▸ Problem requirements
Whenever a line below holds the word "textAlign", copy that line.

▸ Source material
******************************

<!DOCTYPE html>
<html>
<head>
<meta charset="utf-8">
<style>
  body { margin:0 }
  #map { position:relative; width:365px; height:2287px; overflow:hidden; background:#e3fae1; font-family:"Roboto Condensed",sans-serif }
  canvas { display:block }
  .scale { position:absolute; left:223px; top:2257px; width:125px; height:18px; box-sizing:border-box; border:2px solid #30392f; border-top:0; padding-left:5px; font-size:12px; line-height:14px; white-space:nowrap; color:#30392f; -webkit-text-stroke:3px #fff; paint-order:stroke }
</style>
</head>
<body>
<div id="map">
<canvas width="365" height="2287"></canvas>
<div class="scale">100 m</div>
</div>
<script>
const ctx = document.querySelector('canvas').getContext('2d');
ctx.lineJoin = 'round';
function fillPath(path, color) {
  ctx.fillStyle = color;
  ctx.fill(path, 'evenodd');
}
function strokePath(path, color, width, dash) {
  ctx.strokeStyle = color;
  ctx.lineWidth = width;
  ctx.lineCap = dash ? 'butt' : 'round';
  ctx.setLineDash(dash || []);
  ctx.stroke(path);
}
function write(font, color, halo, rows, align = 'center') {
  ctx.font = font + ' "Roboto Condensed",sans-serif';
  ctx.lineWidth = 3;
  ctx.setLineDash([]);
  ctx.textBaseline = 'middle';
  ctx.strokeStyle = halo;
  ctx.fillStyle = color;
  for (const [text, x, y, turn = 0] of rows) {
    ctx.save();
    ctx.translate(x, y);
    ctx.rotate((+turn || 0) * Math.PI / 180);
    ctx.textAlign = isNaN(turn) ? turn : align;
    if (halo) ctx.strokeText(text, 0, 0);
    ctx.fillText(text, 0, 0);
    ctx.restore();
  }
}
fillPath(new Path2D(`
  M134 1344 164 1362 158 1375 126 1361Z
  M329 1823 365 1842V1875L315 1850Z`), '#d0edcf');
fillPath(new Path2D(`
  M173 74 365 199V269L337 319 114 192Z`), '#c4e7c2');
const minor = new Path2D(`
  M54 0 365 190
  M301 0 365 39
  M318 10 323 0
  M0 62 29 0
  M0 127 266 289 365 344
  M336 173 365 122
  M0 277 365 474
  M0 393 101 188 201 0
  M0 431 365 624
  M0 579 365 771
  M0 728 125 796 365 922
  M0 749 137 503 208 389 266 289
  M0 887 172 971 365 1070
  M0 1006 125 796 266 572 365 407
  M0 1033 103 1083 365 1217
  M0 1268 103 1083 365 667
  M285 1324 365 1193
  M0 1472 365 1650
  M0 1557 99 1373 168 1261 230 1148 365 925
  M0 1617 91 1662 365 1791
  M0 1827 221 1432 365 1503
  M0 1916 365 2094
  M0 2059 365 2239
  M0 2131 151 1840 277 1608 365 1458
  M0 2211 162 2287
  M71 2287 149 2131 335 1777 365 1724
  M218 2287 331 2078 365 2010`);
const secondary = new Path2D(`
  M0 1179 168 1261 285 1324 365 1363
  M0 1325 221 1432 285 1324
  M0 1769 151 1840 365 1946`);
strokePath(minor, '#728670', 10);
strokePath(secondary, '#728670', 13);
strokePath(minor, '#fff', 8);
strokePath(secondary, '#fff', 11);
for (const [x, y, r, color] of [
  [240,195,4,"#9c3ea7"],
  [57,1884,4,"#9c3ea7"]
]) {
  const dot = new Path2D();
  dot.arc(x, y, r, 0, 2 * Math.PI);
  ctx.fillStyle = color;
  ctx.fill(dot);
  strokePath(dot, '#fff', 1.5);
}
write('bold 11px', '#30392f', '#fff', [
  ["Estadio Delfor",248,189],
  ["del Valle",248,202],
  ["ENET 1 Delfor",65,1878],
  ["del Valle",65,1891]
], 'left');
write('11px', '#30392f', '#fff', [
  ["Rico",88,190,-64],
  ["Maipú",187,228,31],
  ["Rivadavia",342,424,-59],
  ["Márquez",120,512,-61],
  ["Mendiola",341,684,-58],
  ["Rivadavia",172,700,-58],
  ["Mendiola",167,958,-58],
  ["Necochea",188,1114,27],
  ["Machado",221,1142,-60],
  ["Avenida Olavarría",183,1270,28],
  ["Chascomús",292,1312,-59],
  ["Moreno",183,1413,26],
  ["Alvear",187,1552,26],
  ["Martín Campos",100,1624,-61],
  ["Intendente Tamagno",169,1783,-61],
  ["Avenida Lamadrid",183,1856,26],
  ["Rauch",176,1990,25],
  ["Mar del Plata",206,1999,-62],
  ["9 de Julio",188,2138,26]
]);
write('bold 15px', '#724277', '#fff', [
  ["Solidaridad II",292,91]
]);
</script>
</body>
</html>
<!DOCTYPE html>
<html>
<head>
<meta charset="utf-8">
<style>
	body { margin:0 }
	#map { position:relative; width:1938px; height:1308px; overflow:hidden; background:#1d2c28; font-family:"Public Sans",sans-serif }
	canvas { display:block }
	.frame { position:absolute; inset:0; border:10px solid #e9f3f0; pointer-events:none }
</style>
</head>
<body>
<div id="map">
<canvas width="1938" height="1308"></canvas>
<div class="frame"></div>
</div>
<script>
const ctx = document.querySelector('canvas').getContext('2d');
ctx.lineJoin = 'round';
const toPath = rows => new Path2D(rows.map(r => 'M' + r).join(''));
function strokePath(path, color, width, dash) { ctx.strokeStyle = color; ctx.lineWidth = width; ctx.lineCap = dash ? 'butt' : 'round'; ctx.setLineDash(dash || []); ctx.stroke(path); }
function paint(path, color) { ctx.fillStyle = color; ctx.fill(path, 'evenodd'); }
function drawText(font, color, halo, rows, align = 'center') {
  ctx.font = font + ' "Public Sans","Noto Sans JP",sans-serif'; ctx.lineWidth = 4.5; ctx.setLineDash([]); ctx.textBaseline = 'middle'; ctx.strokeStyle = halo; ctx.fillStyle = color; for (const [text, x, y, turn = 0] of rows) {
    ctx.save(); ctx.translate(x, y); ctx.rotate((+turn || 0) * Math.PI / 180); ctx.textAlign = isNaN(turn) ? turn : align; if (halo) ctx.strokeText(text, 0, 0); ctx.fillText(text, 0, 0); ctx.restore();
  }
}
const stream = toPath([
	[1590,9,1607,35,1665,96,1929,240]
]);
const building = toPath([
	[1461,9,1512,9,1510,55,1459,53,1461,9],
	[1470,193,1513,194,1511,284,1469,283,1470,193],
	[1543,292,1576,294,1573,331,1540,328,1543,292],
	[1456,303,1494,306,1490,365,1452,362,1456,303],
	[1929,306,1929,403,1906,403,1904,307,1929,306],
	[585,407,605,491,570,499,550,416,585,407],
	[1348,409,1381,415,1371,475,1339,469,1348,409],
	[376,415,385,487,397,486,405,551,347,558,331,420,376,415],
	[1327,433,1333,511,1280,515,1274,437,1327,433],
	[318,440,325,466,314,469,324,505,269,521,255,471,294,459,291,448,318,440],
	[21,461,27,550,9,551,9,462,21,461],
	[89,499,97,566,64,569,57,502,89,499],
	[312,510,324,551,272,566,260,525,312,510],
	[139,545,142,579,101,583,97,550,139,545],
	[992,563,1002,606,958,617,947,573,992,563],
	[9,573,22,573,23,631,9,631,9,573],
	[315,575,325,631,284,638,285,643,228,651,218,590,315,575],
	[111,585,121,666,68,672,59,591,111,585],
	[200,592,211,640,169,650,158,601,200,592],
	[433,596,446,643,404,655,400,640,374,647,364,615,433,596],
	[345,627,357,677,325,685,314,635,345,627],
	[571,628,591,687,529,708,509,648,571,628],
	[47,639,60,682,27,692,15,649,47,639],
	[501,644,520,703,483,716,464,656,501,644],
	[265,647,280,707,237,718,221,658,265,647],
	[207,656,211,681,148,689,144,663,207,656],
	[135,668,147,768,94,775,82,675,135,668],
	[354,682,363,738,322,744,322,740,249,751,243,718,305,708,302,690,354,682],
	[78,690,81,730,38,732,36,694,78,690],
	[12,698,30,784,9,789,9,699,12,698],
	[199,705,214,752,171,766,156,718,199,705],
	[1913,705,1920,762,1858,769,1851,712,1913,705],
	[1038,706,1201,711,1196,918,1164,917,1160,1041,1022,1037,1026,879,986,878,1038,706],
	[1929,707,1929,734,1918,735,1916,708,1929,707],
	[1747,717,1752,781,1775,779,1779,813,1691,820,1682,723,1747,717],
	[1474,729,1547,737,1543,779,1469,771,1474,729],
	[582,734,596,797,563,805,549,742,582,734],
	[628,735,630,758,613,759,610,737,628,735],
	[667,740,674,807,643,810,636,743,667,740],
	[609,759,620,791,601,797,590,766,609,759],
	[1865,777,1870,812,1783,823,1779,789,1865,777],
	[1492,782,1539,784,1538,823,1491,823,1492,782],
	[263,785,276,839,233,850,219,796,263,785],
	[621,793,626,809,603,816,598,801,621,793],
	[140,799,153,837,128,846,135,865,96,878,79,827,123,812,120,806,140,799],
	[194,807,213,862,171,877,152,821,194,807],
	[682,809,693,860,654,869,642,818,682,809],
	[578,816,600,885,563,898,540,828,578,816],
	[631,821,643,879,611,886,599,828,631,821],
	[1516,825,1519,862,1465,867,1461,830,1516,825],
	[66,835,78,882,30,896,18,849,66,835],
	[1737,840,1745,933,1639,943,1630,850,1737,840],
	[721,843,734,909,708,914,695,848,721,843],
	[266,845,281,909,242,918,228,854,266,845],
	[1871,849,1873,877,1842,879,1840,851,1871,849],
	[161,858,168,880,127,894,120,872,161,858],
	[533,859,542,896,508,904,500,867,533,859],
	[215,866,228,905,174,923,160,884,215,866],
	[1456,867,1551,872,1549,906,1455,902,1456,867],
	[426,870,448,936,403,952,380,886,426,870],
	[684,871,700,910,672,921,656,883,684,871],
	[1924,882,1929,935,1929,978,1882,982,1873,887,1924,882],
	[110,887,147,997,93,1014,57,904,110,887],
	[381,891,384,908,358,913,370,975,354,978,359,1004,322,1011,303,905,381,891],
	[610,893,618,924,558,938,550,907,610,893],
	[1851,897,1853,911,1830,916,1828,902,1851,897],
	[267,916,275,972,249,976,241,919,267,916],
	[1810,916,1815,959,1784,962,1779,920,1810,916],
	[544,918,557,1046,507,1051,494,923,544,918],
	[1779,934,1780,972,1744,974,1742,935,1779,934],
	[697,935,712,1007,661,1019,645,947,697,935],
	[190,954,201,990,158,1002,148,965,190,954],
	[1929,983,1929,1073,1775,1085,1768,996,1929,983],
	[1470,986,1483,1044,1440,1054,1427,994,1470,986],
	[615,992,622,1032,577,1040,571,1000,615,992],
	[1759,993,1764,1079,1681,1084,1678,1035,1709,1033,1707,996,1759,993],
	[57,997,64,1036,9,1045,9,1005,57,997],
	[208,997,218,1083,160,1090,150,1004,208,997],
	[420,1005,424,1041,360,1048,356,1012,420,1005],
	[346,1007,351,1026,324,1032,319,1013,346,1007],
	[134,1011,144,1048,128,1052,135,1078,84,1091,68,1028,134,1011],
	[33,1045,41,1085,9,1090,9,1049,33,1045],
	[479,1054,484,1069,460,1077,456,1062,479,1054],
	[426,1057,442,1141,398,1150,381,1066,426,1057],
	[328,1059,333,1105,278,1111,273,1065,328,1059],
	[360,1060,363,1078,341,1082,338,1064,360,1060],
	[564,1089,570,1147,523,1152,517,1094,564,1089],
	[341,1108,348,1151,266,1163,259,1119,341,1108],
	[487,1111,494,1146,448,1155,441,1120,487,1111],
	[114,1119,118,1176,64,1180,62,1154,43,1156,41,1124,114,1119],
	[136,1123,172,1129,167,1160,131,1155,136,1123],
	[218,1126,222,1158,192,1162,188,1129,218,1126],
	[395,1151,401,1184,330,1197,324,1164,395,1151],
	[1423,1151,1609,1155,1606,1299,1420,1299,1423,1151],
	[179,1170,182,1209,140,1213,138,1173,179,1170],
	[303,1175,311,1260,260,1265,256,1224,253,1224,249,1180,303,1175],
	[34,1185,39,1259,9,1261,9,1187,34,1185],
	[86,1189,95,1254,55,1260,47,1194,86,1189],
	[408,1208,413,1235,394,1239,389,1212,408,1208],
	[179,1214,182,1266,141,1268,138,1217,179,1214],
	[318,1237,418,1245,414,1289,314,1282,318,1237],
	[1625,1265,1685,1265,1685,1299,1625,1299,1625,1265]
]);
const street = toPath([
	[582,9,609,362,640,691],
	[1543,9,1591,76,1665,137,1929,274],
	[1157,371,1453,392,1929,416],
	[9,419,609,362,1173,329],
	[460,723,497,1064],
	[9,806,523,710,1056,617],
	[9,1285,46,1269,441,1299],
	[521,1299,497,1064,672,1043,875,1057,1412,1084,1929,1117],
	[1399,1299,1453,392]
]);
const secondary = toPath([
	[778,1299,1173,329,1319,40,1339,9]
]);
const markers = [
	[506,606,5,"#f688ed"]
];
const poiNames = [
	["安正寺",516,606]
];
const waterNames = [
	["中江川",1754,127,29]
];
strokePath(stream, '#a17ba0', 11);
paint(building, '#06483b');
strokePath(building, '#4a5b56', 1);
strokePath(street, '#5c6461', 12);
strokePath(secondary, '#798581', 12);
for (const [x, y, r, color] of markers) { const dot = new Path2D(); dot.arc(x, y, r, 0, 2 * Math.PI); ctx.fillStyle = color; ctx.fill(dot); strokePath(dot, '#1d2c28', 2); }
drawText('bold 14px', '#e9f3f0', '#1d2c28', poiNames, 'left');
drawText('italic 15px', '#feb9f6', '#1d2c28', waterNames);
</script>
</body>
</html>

******************************

▸ Your solution
    ctx.textAlign = isNaN(turn) ? turn : align;
    ctx.save(); ctx.translate(x, y); ctx.rotate((+turn || 0) * Math.PI / 180); ctx.textAlign = isNaN(turn) ? turn : align; if (halo) ctx.strokeText(text, 0, 0); ctx.fillText(text, 0, 0); ctx.restore();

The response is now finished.